# Configuration

This tool uses [boto3](https://boto3.amazonaws.com/) under the hood which supports [a number of different ways](https://boto3.amazonaws.com/v1/documentation/api/latest/guide/credentials.html) of providing your AWS credentials.

If you have an existing `~/.aws/config` or `~/.aws/credentials` file the tool will use that.

One way to create those files is using the `aws configure` command, available if you first run `pip install awscli`.

Alternatively, you can set the `AWS_ACCESS_KEY_ID` and `AWS_SECRET_ACCESS_KEY` environment variables before calling this tool.
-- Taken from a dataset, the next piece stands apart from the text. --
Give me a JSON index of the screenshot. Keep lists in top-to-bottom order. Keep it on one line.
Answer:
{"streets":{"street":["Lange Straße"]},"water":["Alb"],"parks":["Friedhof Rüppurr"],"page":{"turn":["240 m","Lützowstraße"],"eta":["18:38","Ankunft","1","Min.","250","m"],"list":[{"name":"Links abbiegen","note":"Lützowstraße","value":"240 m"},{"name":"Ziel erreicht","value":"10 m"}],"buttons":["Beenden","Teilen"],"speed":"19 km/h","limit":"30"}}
You can also use the `--access-key=`, `--secret-key=`, `--session-token` and `--auth` options documented below.

## Common command options

All of the `s3-credentials` commands also accept the following options for authenticating against AWS:

- `--access-key`: AWS access key ID
- `--secret-key`: AWS secret access key
- `--session-token`: AWS session token
- `--endpoint-url`: Custom endpoint URL
- `--auth`: file (or `-` for standard input) containing credentials to use

The file passed to `--auth` can be either a JSON file or an INI file. JSON files should contain the following:

```json
{
    "AccessKeyId": "AKIAWXFXAIOZA5IR5PY4",
    "SecretAccessKey": "g63..."
}
```
The JSON file can also optionally include a session token in a `"SessionToken"` key.
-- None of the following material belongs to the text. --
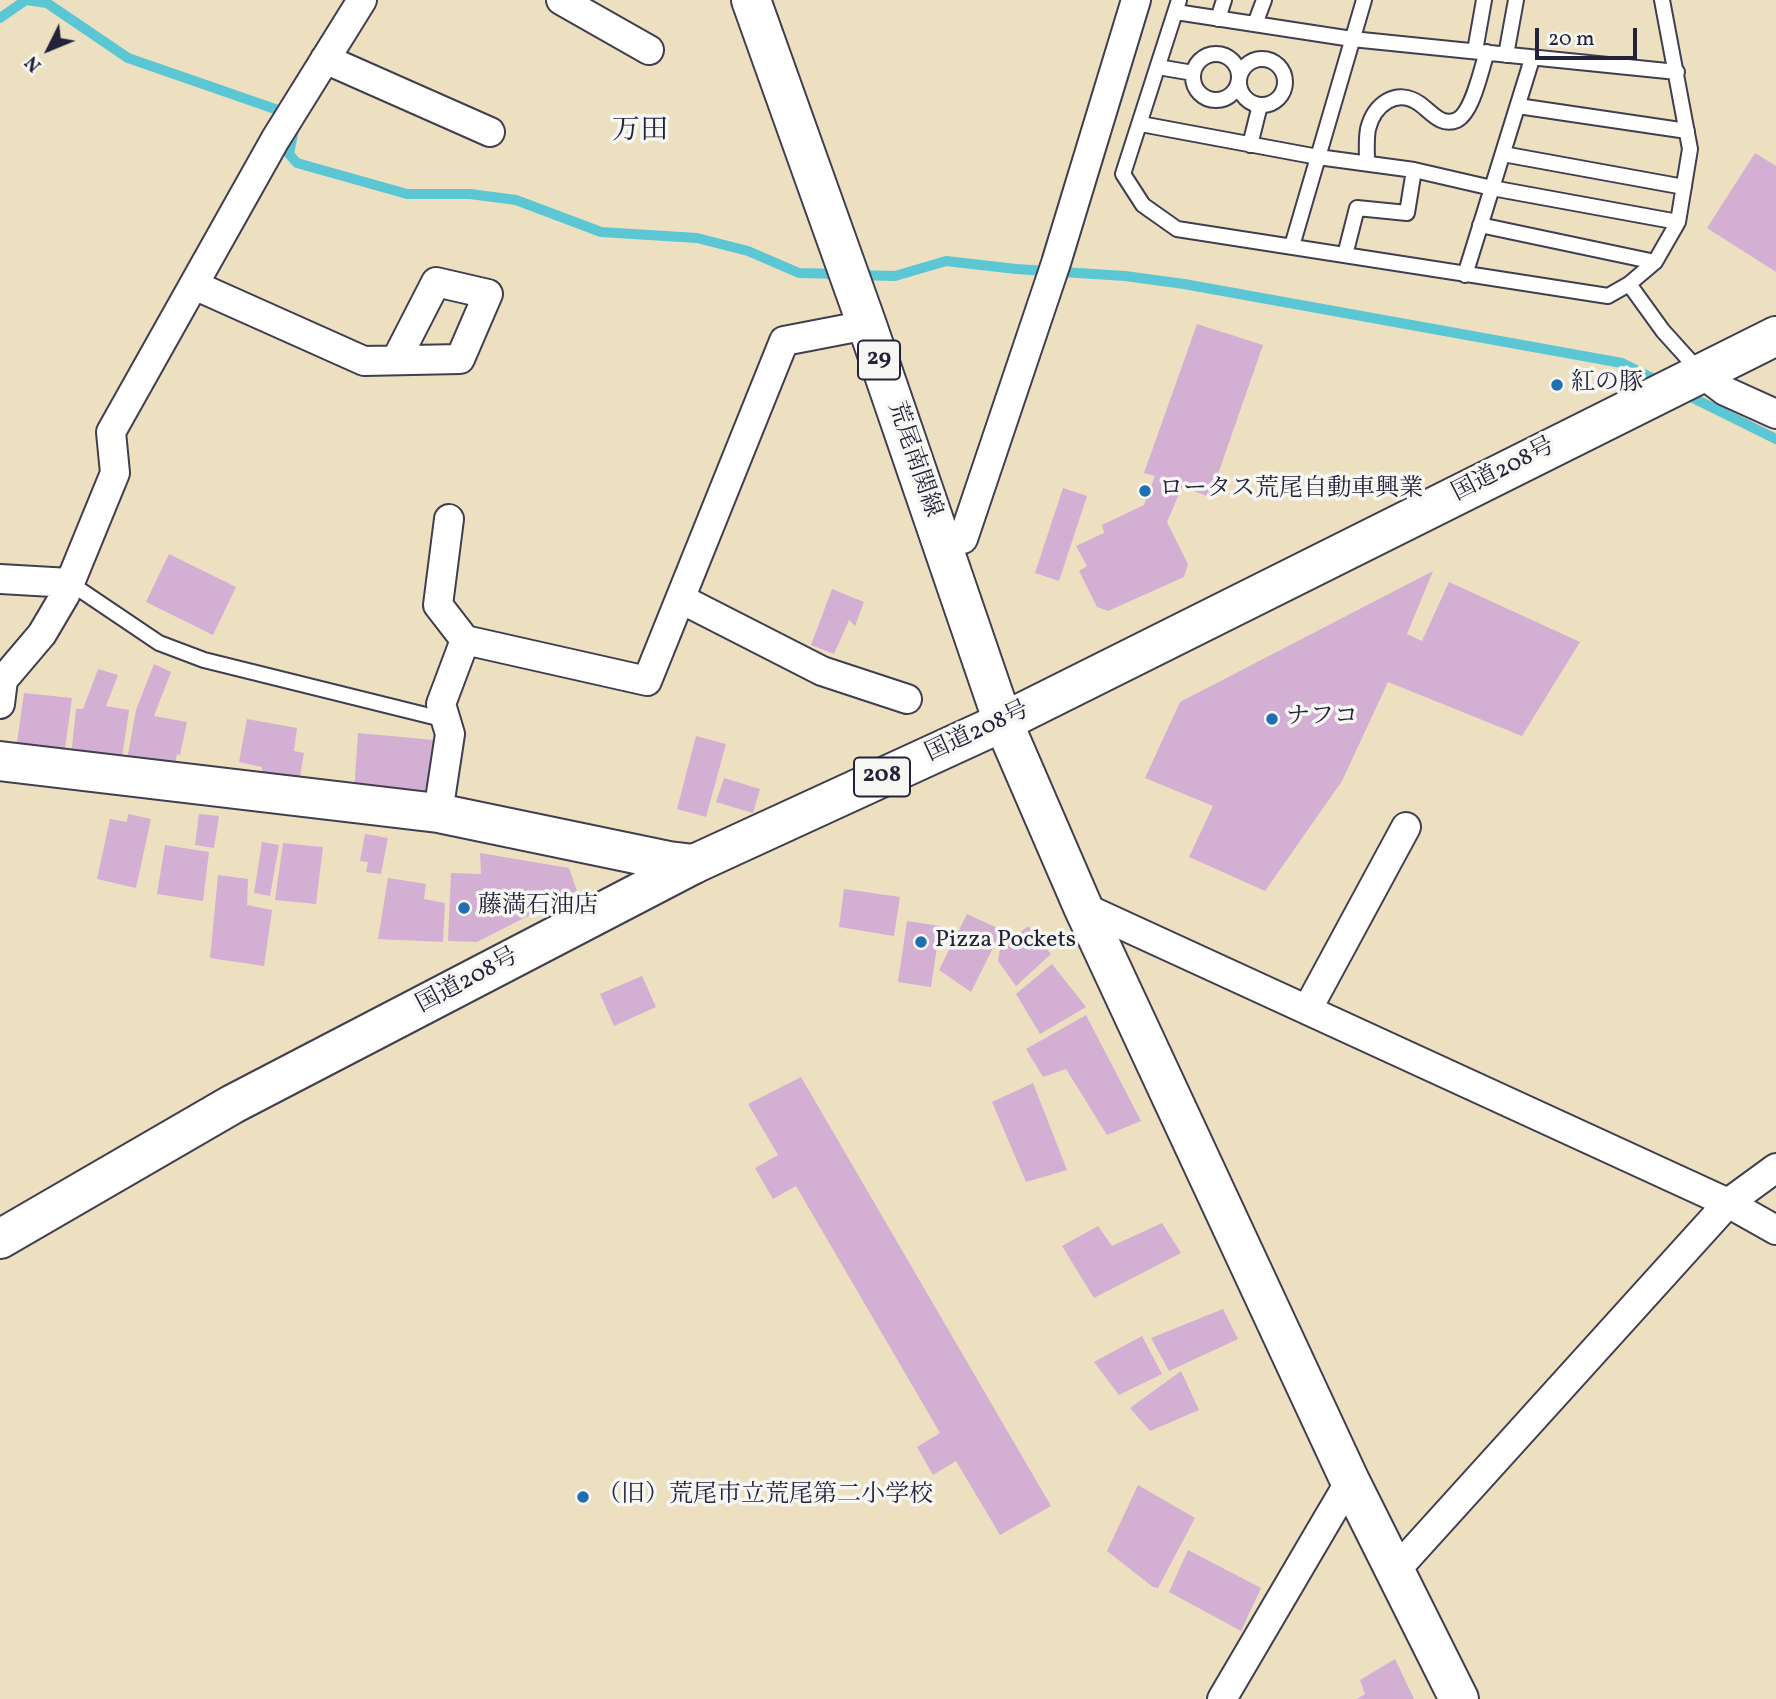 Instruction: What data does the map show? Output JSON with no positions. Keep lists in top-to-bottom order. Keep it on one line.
{"streets":{"main road":["29","荒尾南関線","国道208号","208"]},"crossings":[["荒尾南関線","国道208号"]],"districts":["万田"],"places":["紅の豚","ロータス荒尾自動車興業","ナフコ","藤満石油店","Pizza Pockets","（旧）荒尾市立荒尾第二小学校"],"scale_bar":"20 m","north":"bottom left"}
The INI format variant of this file should look like this:

```ini
[default]
aws_access_key_id=AKIAWXFXAIOZNCR2ST7S
aws_secret_access_key=g63...
```
Any section headers will do - the tool will use the information from the first section it finds in the file which has a `aws_access_key_id` key.

These auth file formats are the same as those that can be created using the `create` command.